* Exercise *
Whenever "arrive" occurs in a line of the material, list that line.

* Study material *

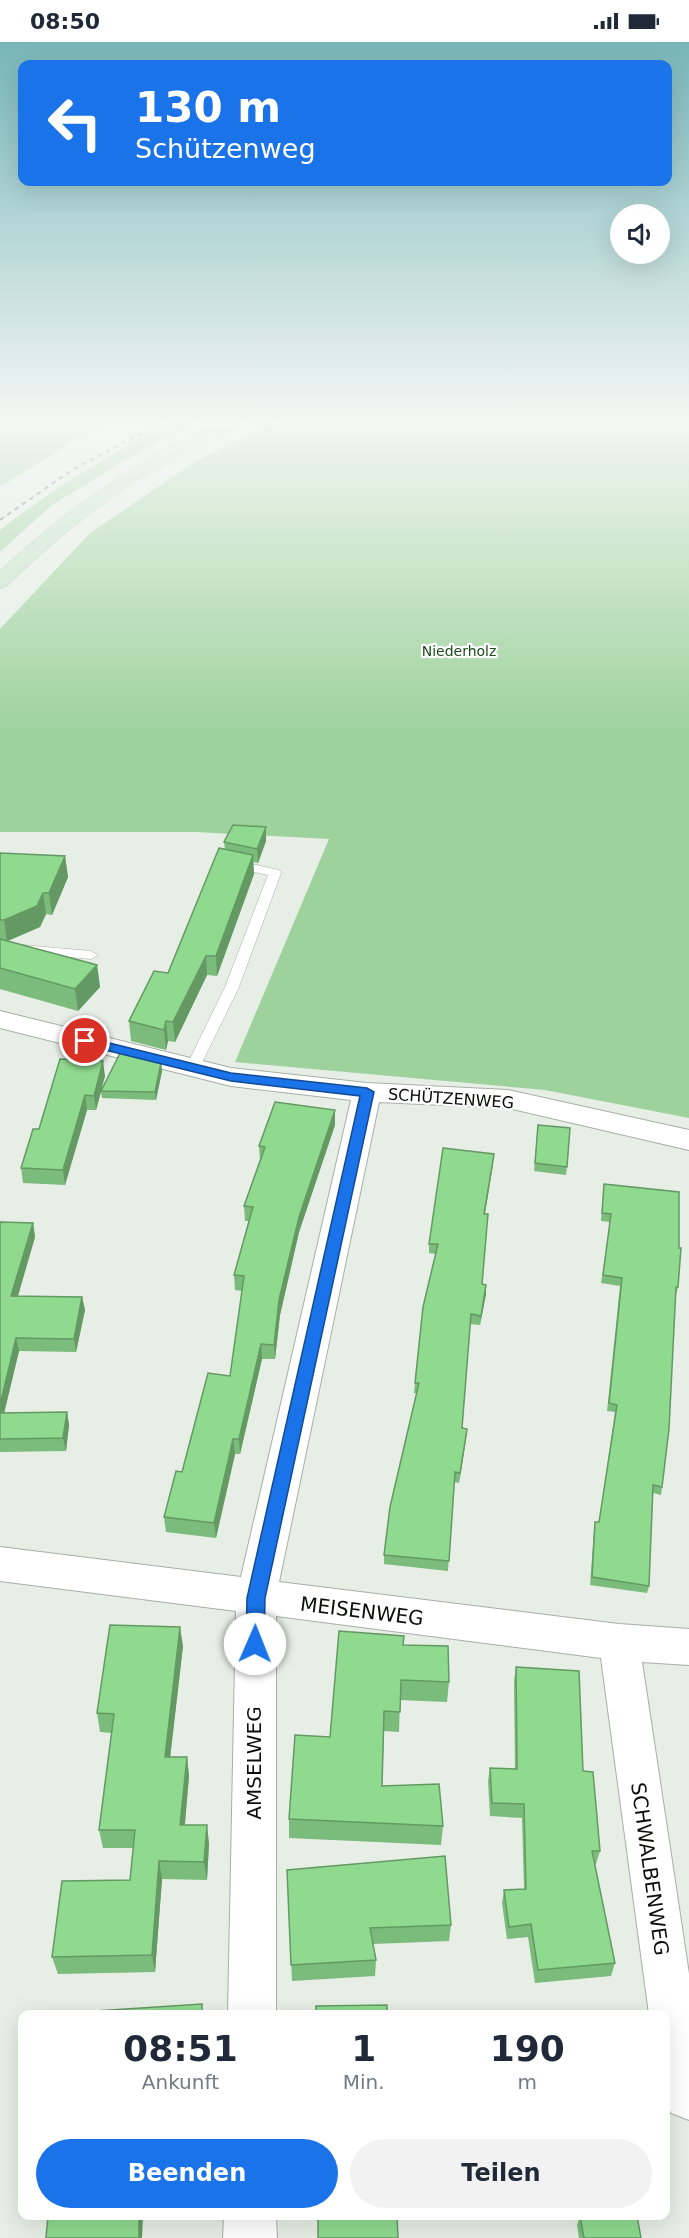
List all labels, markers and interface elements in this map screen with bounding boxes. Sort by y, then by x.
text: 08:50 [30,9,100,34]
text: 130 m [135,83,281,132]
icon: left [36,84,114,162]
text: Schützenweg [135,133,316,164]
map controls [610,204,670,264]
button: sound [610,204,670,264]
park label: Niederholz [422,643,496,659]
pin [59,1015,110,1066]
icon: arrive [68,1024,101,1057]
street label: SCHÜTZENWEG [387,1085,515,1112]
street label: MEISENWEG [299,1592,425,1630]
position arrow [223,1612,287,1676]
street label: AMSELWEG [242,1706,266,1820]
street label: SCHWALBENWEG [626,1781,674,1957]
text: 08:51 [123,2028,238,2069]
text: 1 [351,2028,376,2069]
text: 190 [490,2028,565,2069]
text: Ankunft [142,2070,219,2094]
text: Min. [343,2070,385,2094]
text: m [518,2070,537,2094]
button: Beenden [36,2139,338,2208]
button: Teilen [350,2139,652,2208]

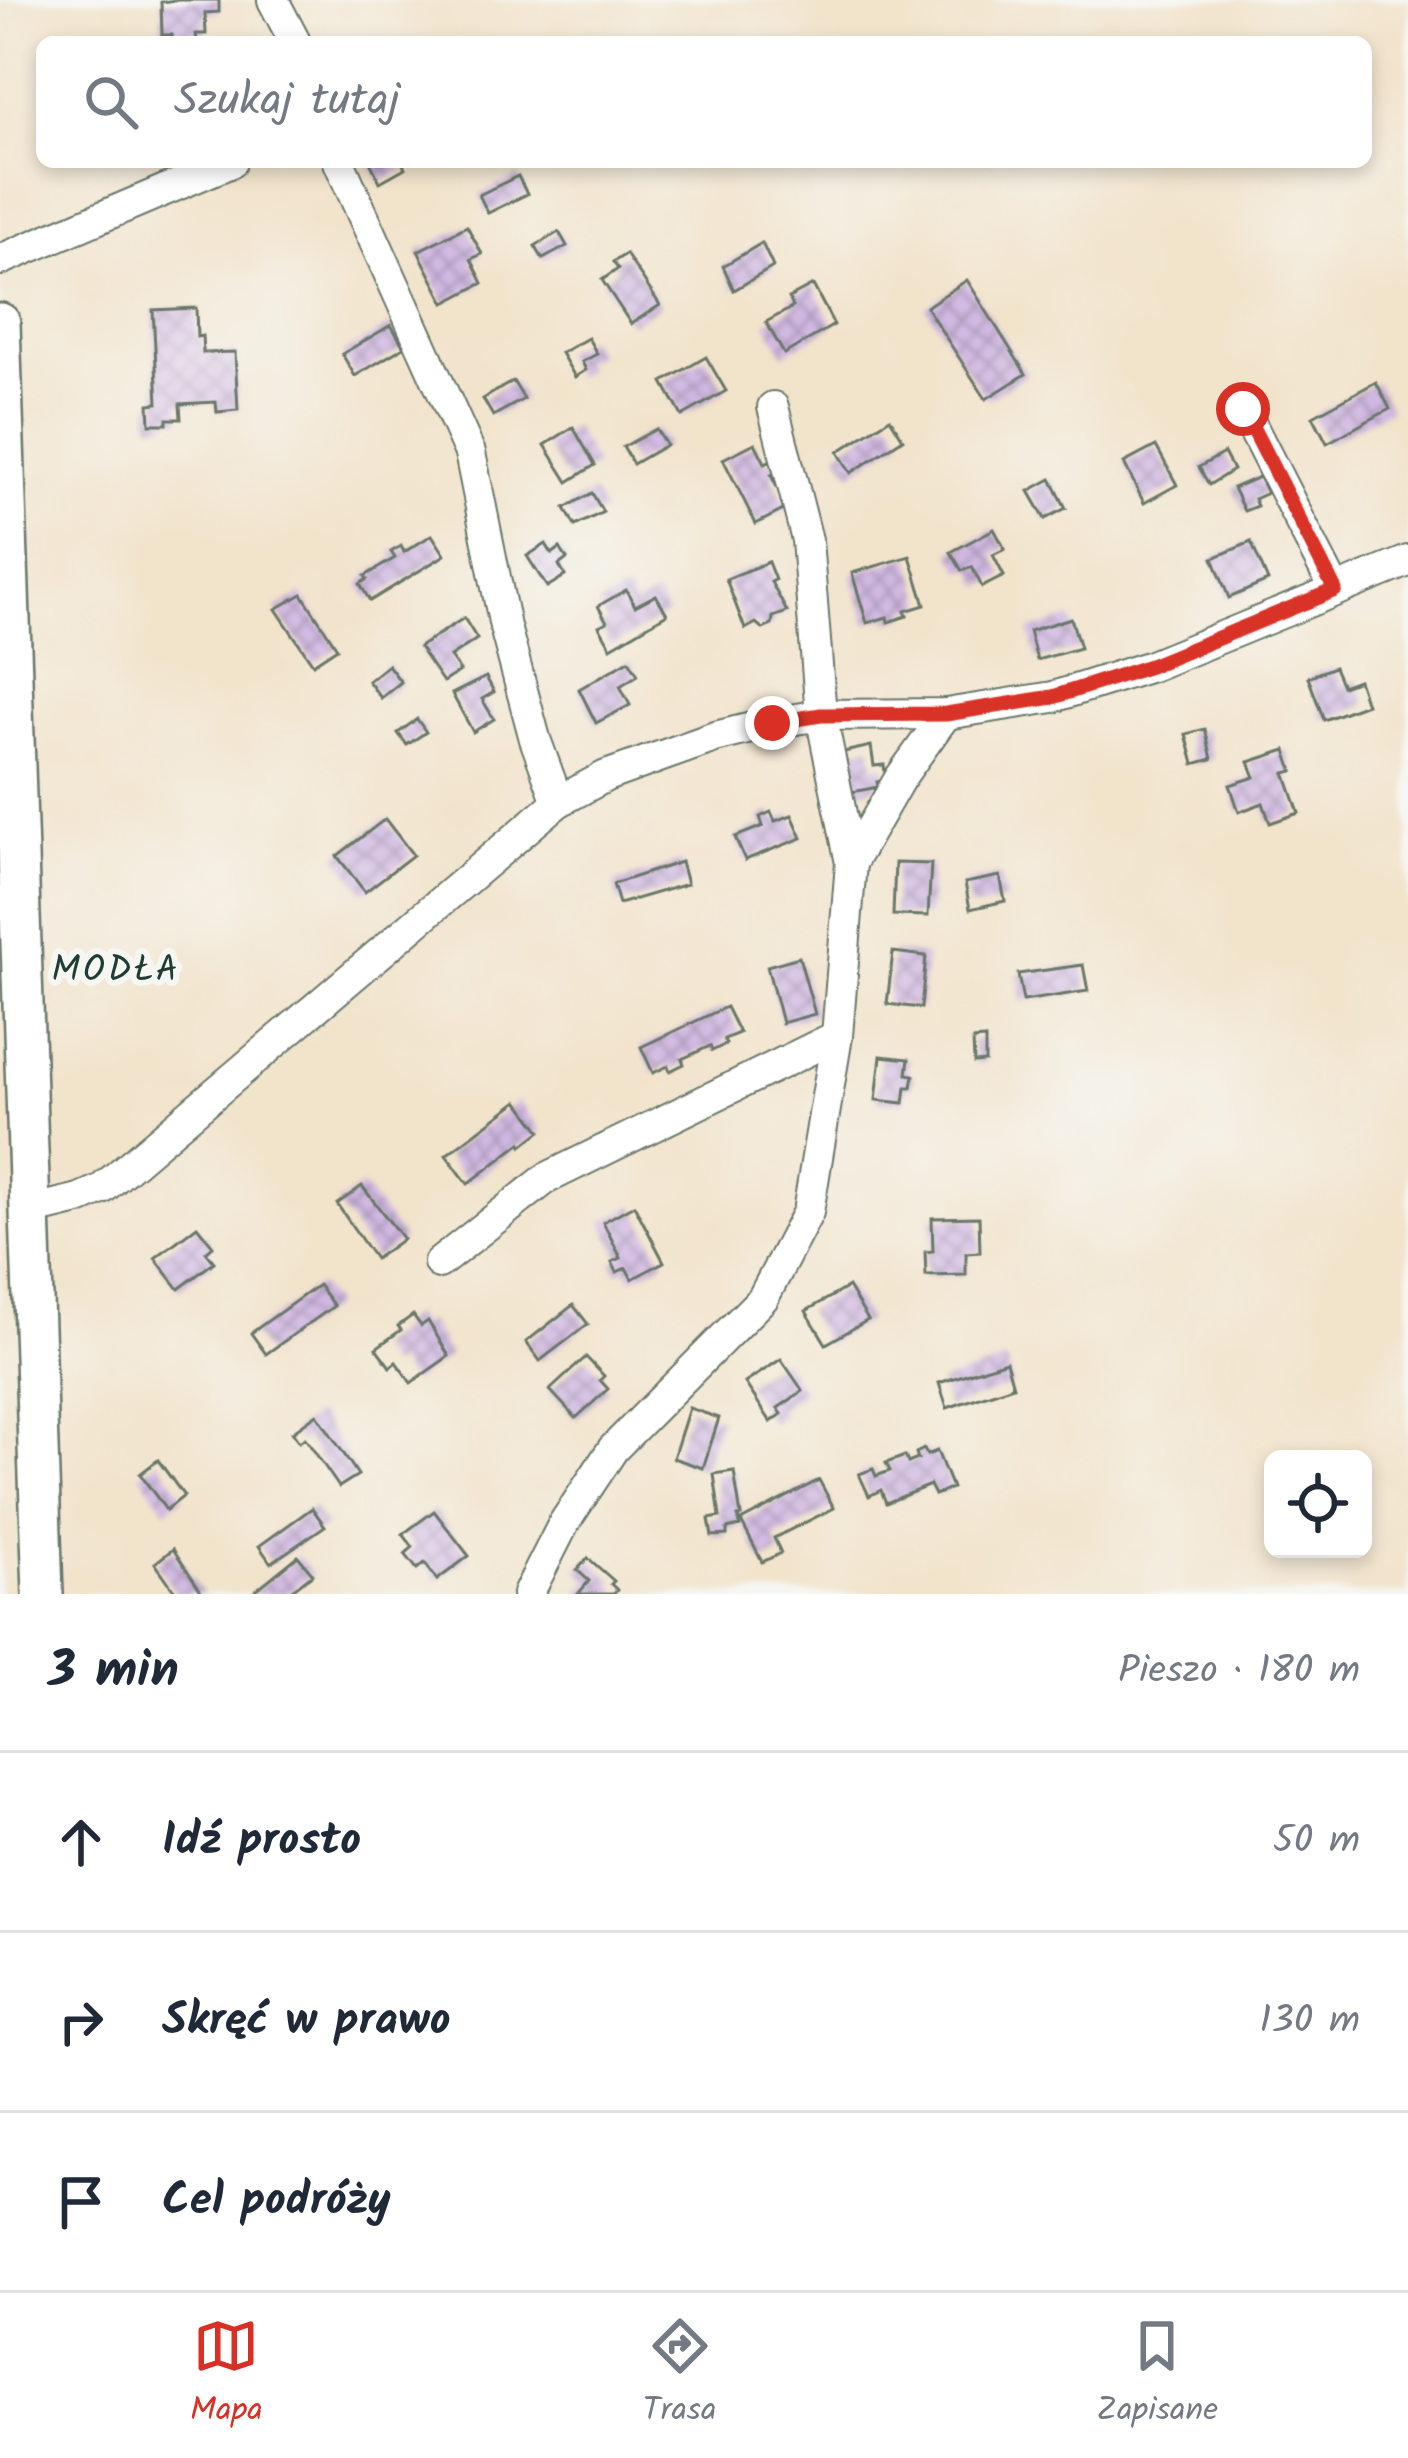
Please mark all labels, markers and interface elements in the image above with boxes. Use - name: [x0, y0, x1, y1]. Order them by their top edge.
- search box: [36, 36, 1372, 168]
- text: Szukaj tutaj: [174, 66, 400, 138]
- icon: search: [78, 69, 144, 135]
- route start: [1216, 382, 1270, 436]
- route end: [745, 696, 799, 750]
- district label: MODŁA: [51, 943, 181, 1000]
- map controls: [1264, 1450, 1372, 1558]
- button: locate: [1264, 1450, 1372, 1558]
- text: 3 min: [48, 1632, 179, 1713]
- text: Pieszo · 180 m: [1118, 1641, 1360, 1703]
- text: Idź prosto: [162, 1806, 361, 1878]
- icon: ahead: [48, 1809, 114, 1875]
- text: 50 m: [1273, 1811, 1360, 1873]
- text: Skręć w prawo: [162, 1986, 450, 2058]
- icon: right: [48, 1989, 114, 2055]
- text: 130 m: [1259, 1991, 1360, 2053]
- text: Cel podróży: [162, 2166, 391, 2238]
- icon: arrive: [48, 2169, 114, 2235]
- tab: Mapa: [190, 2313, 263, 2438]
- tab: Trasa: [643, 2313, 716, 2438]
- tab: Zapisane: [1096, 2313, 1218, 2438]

* Exercise response *
icon: arrive [68,1024,101,1057]
- icon: arrive: [48, 2169, 114, 2235]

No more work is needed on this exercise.